Bahwa fenomena adanya undang-undang tanpa tanda tangan
presiden bukan merupakan suatu hal yang konstitusional, sebab tidak ada
kewajiban atau keharusan presiden untuk mengesahkan rancangan undang-undang
menjadi undang-undang. Sebab rancangan undang-undang yang telah disetujui
bersama dengan serta merta secara resmi menjadi undang-undang setelah 30 (tiga
puluh) hari sejak disetujui bersama
menjadi sah menurut hukum dan menjadi hukum yang berlaku setelah diundangkan.
Oleh karenanya tidak ada keharusan presiden untuk mengesahkan rancangan
undang-undang yang telah disetujui bersama dengan cara menolak untuk tidak mengesahkan
karena UUD 1945 memungkin suatu rancangan undang-undang otomatis menjadi
undang-undang semenjak 30 hari persetujuan bersama, maka persoalan ini dapat
dibenarkan secara hukum dan bukan persolaan konstitusional atau
inskonstitusional, melainkan berada dalam tataran tata krama (fatsun) politik.
Hal tersebut ditandai dengan lahirnya persoalan suatu
rancangan undang-undang yang telah dietujui bersama, tetapi adanya keinginan
presiden menolak dengan cara tidak mengesahkan rancangan undang-undang.
Bahwa pada prinsipnya, kendati proses pembahasan rancangan
undang-undang tidak dihadiri secara langsung oleh Presiden, tetapi Presiden
telah menunjuk memberikan mandat kepada menterinya untuk mewakili pemerintah
dalam hal ini presiden untuk melakukan pembahasan.
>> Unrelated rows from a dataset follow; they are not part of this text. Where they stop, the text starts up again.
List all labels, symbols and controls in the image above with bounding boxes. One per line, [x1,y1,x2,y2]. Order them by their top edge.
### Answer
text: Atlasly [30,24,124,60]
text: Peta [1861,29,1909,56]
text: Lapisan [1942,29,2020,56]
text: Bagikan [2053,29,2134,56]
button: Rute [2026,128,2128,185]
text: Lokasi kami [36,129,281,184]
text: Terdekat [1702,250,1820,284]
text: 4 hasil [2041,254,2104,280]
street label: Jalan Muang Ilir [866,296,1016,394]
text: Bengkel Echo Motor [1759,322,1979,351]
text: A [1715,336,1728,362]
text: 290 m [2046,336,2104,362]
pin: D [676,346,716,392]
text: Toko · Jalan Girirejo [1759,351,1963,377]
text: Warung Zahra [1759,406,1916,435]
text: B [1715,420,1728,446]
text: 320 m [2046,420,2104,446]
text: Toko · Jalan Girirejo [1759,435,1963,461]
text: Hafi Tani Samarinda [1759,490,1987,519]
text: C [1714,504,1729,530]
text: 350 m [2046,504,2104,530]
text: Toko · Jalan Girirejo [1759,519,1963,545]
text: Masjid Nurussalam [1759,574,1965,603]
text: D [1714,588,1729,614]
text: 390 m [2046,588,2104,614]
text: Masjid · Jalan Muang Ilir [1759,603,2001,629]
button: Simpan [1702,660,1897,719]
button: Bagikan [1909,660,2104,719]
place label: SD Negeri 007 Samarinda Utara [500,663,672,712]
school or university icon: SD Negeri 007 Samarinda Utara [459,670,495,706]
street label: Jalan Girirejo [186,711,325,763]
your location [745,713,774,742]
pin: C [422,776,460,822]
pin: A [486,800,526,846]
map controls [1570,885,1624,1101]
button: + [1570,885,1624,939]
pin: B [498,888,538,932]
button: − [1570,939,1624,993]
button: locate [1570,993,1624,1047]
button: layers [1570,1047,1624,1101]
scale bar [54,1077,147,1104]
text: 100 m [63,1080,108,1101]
Bahwa kehadirin menteri
tersebut, haruslah dianggap mewakili seorang presiden selayaknya kepala negara.
Oleh karenanya sudah sepantasnya menjadi kewajiban moral presiden untuk
melaksanakan komitmen yang telah dibuatnya.
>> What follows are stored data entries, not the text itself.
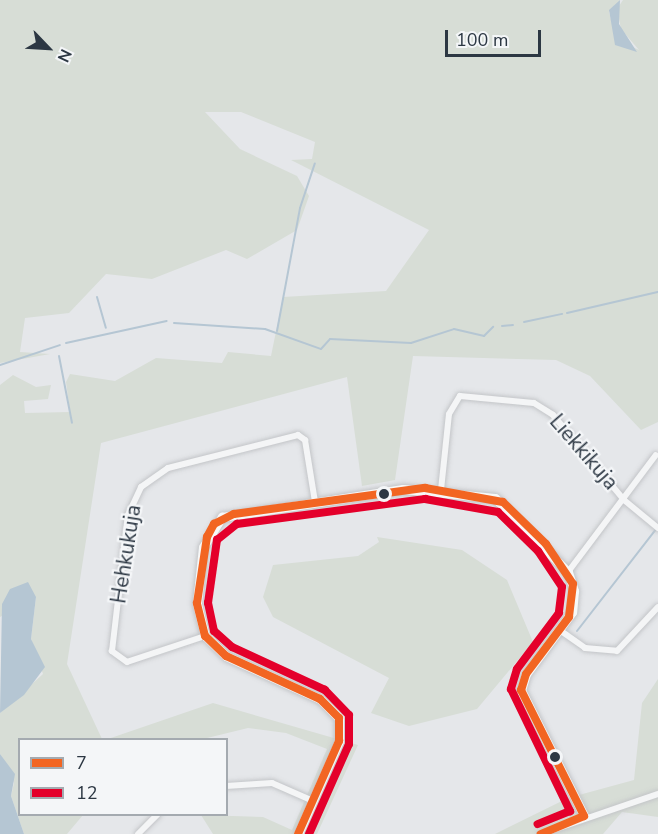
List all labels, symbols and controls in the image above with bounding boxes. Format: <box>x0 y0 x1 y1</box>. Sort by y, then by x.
north arrow <box>18 18 78 78</box>
scale bar <box>448 18 544 56</box>
text: 100 m <box>456 28 508 52</box>
text: N <box>52 46 77 66</box>
street label: Liekkikuja <box>544 409 624 495</box>
unlabelled marker <box>378 488 390 500</box>
street label: Hehkukuja <box>106 503 146 605</box>
legend <box>18 738 228 816</box>
text: 7 <box>76 751 87 775</box>
unlabelled marker <box>549 751 561 763</box>
text: 12 <box>76 781 98 805</box>

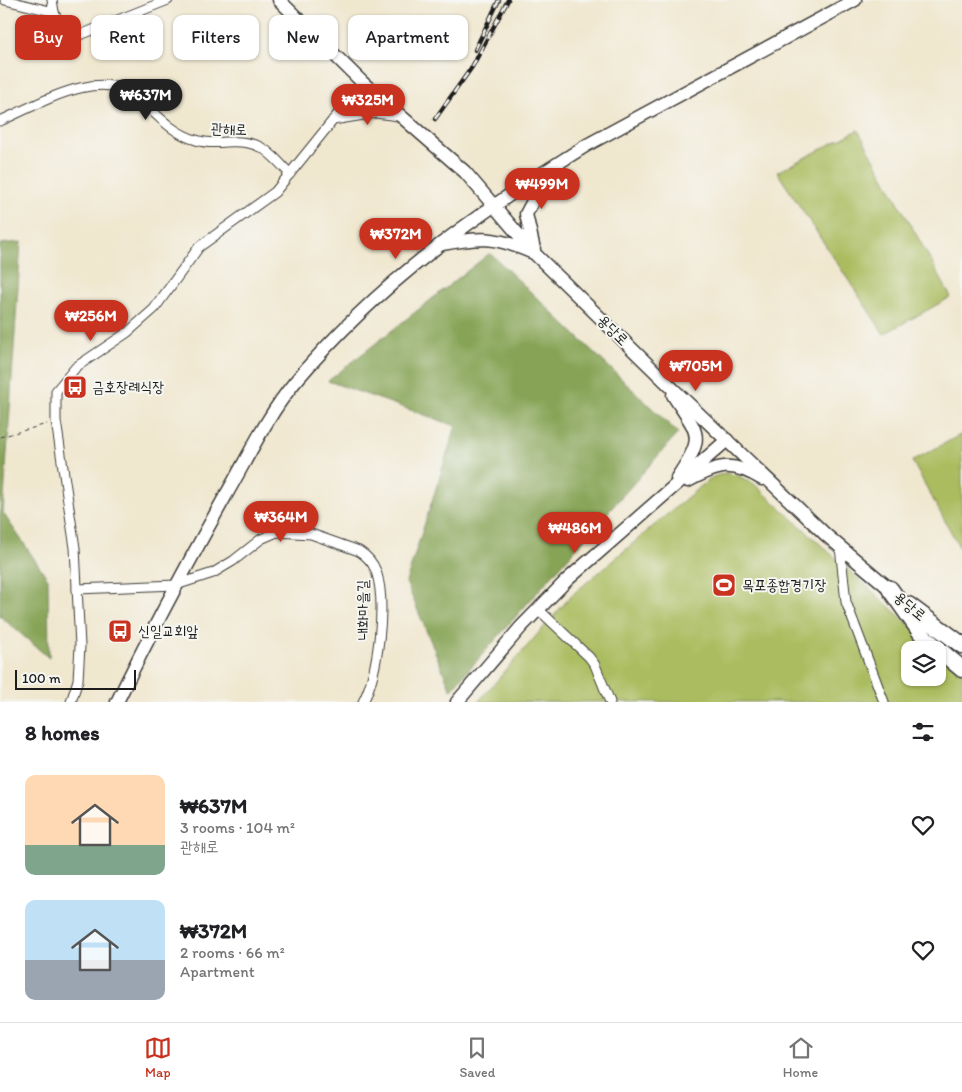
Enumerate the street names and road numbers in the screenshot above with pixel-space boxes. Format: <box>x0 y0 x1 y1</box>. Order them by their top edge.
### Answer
street label: 관해로 <box>211 119 247 139</box>
street label: 용당로 <box>594 311 632 349</box>
street label: 내화마을길 <box>353 580 373 640</box>
street label: 용당로 <box>890 587 930 625</box>

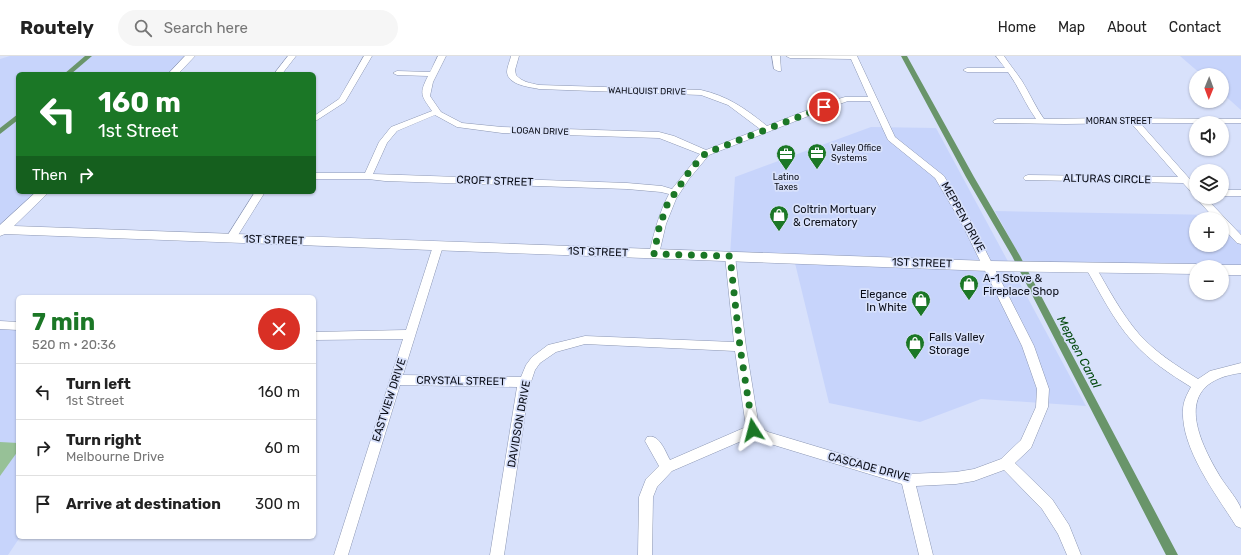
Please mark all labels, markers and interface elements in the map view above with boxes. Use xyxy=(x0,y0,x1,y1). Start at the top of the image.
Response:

Adanya pembelaan oleh Presiden seakan-akan menghindari
tanggungjawabnya secara moral jika kelak terjadi persoalan dikemudian dari pelaksanaan undang-undang tersebut adalah
sikap yang egosentris oleh seorang kepala negara untuk lepas dari
tanggungjawabnya.
C.
KESIMPULAN
Berdasarkan Pembahasan diatas, maka
dapat disimpulkan sebagai berikut :
1.
Bahwa dalam
rangka memberikan kepastian hukum bagi rancangan undang-undang yang telah
disetujui bersama, maka dalam waktu 30 (tiga puluh) hari sejak disetujui
bersama, maka secara serta merta dapat menjadi undang-undang dan wajib
diundangkan.
2.
Bahwa secara
ekplisit pengesahan rancangan undang-undang yang telah disetujui bersama oleh
presiden bukan kewajiban konstitusi melainkan hak konstitusi untuk tidak
mengesahkan.
3.
Bahwa adanya
adanya undang-undang tanpa tanda tangan presiden dalam kerangka tata krama
(fatsun) politik seorang presiden yang menunjukkan ketidakkonsistenan presiden dalam pembentukan undang-undang.
DAFTAR PUSTAKA
Bagir Manan, Lembaga Kepresidenan, Yogyakarta, Gama
Media, 1999
Fajar Laksono, UU Tanpa Pengesahan Presiden, Jakarta,
Jurnal Konstitusi vol.3, Mahkamah Konstitusi RI, 2006
Jimly Ashiddiqie, Hukum Tata Negara & Pilar-Pilar
Demokrasi, Jakarta, Sinar Grafika, 2012
Majelis Permusyawaratan Rakyat
RI, Panduan Pemasyarakatan Undang-Undang
Dasar Negara Republik Indonesia Tahun 1945, Sesuai dengan Urutan Bab, Pasal dan
Ayat, Sekretariat Jenderal MPR RI, Jakarta, Cetakan Ketiga : Juni 2007
Saldi Isra, Pergeseran Fungsi Legislasi : Menguatnya Model Legislasi Parlementer
Presidensial Indonesia, Jakarta, Rajawali Pers, 2010
.
[1]
Majelis Permusyawaratan Rakyat RI, Panduan Pemasyarakatan Undang-Undang
Dasar Negara Republik Indonesia Tahun 1945, Sesuai dengan Urutan Bab, Pasal dan
Ayat, Sekretariat Jenderal MPR RI, Jakarta, Cetakan Ketiga : Juni 2007, halaman
53.
[2] Ibid,. Halaman 53.
[3]
Saldi Isra, Pergeseran Fungsi
Legislasi : Menguatnya Model Legislasi Parlementer Presidensial Indonesia, Jakarta,
Rajawali Pers, 2010, Halaman 4.
[4]
Bagir Manan, Lembaga Kepresidenan,
Yogyakarta, Gama Media, 1999, Halaman 136-150.
[5]
Saldi Isra, Op.cit., Halaman
6.
[6] Fajar Laksono, UU Tanpa Pengesahan Presiden, Jakarta, Jurnal Konstitusi vol.3,
Mahkamah Konstitusi RI, 2006, Halaman 149
[7] Jimly Ashiddiqie, Hukum Tata Negara & Pilar-Pilar Demokrasi, Jakarta, Sinar
Grafika, 2012, Halaman 4.
[8] Majelis MPR RI,. Op.cit, Halaman 88.